Marble head of Roman Emperor Augustus at My Favourite Planet

Roman Emperor Augustus. Marble head from Pergamon,
now in the Istanbul Archaeological Museum.
 

Emperor Augustus (Imperator Gaius Julius Caesar Augustus, 63 BC - 14 AD, reigned 27 BC - 14 AD).

This head [1], probably originally part of a life-size statue, appears very different from other surviving portraits of Augustus. He has been given a larger nose (a modern restoration?) and a softer, more feminine mouth than usual, as well as a typical Hellenistic, Pergamese "ruffled" hairstyle, perhaps in imitation of Alexander the Great (see gallery 2, page 2) and his successors, such as Attalus I.

During his lifetime, official portraits of Augustus showed him as a young man. His successors had sculptures made showing him older and more mature.

Born Gaius Octavius Thurinus (he is usually referred to as Octavian), he was adopted posthumously by his great uncle Julius Caesar in his will. Following the assassination of Caesar in 44 BC, Octavian fought for control of Rome, first against the Republican assassins (particularly Brutus and Cassius), and later Marc Antony and Cleopatra VII of Egypt. (See also Athens Acropolis gallery page 8).

His victories over his adversaries made him sole ruler of Rome, and effectively the first Roman Emperor. He was voted the title "Augustus" (the revered one) by the Roman Senate in 27 BC. He deified Caesar, styled himself "Imperator Caesar divi filius" (Commander Caesar, son of the deified one) and invented the new Julian family line.

The Latin title Augustus, which became synonymous with that of emperor, was known in Greek as Sebaston (σεβαστός, sebastos, venerable; from σέβας, sebas, awe, reverence, dread). This title began appearing on Pergamese coins during the Roman Imperial period.

Unlike the Romans, who still deeply distrusted the very notions of kings and living gods, the Pergamese were long accustomed to revering their Attalid kings as deities, and were keen to impress their new ruler Augustus by offering him the same honour. They set up a choir known as "hymnodoi of the god Augustus and the goddess Rome", consisting of 40 men who sang the emperor's praises without pay. The emperor was indeed so impressed that he made the choir permanent and hereditary, paid for by a levy on the entire province of Asia. The Hymnodoi were still being mentioned well into 2nd century BC. [2]
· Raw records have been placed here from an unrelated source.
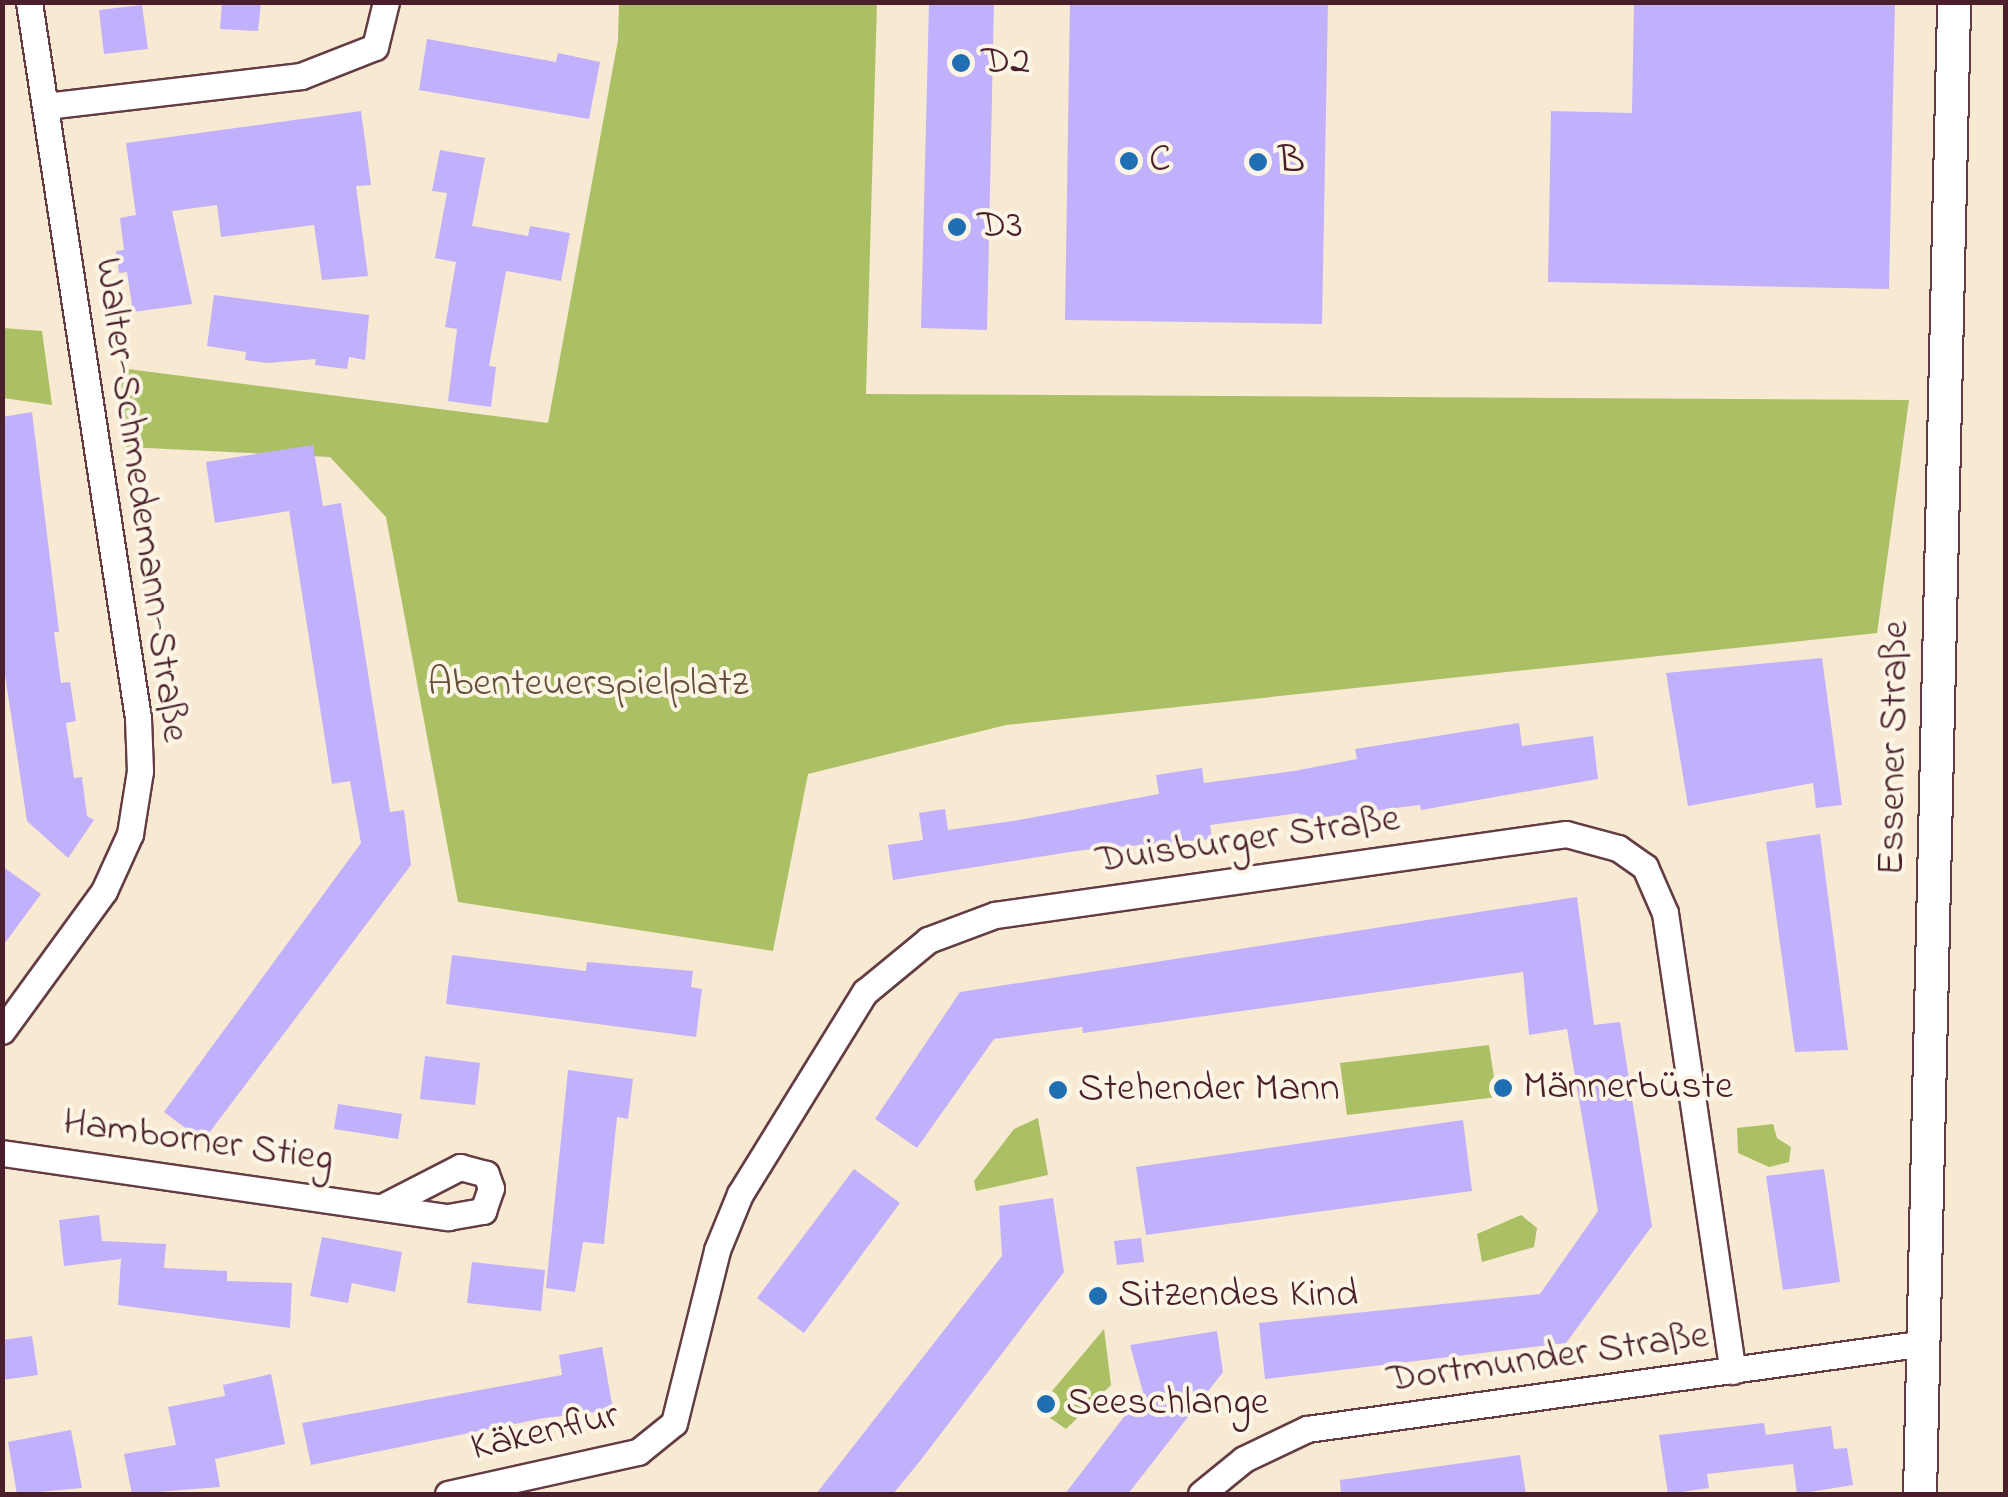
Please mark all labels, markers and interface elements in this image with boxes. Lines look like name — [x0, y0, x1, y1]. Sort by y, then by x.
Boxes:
place label: D2 — [981, 39, 1030, 87]
marker: D2 — [950, 52, 972, 74]
place label: C — [1149, 137, 1171, 185]
place label: B — [1278, 138, 1305, 186]
marker: C — [1118, 150, 1140, 172]
marker: B — [1247, 151, 1269, 173]
place label: D3 — [977, 203, 1023, 251]
marker: D3 — [946, 216, 968, 238]
street label: Walter-Schmedemann-Straße — [82, 255, 198, 745]
street label: Essener Straße — [1869, 620, 1921, 876]
park label: Abenteuerspielplatz — [428, 661, 748, 709]
street label: Duisburger Straße — [1093, 796, 1403, 886]
place label: Männerbüste — [1523, 1064, 1733, 1112]
place label: Stehender Mann — [1078, 1066, 1340, 1114]
marker: Männerbüste — [1492, 1077, 1514, 1099]
marker: Stehender Mann — [1047, 1079, 1069, 1101]
street label: Hamborner Stieg — [60, 1099, 336, 1185]
place label: Sitzendes Kind — [1118, 1272, 1358, 1320]
marker: Sitzendes Kind — [1087, 1285, 1109, 1307]
street label: Dortmunder Straße — [1384, 1313, 1712, 1405]
place label: Seeschlange — [1066, 1380, 1269, 1428]
street label: Käkenflur — [466, 1393, 624, 1473]
marker: Seeschlange — [1035, 1393, 1057, 1415]

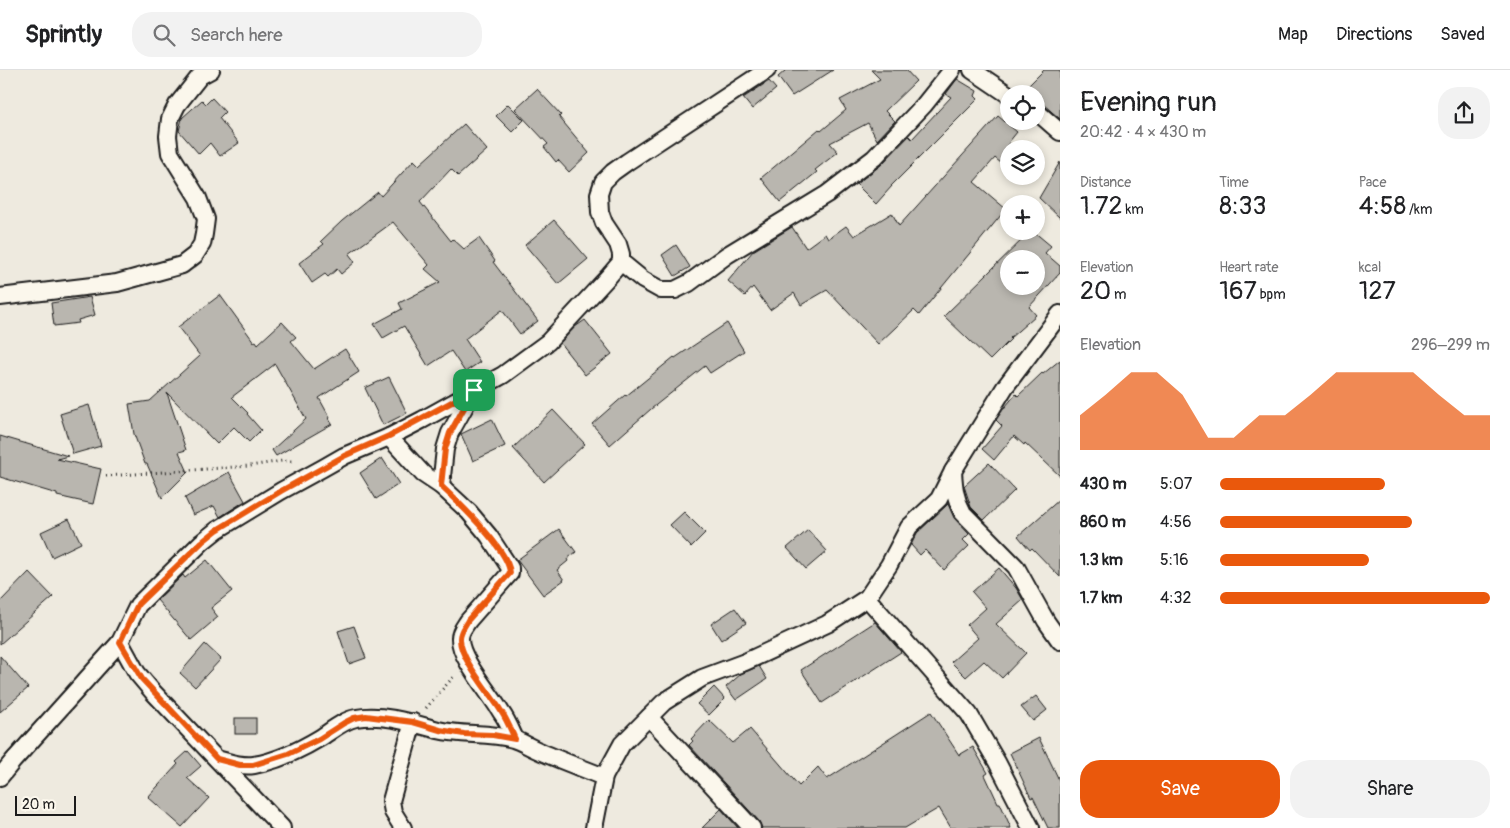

The last words of Augustus are said to have been, "Have I played the part well? Then applaud as I exit". Officially, his last words, no less theatrical, were, "Behold, I found Rome in bricks, and leave her to you in marble," referring to the legacy of his building projects in the city, or perhaps to the empire's increased power. At his funeral, his successor Tiberius (see next gallery page) confirmed his deification, thus establishing the first cult of the Roman emperors.

The Greek cities of Asia Minor, such as Pergamon, Smyrna and Ephesus, competed for the honour and prestige of becoming the official centre of these imperial cults for the new Roman province of Asia. Such centres were known as neokoroi, from the Greek νεωκόρος, neokoros, temple-keeper. [3]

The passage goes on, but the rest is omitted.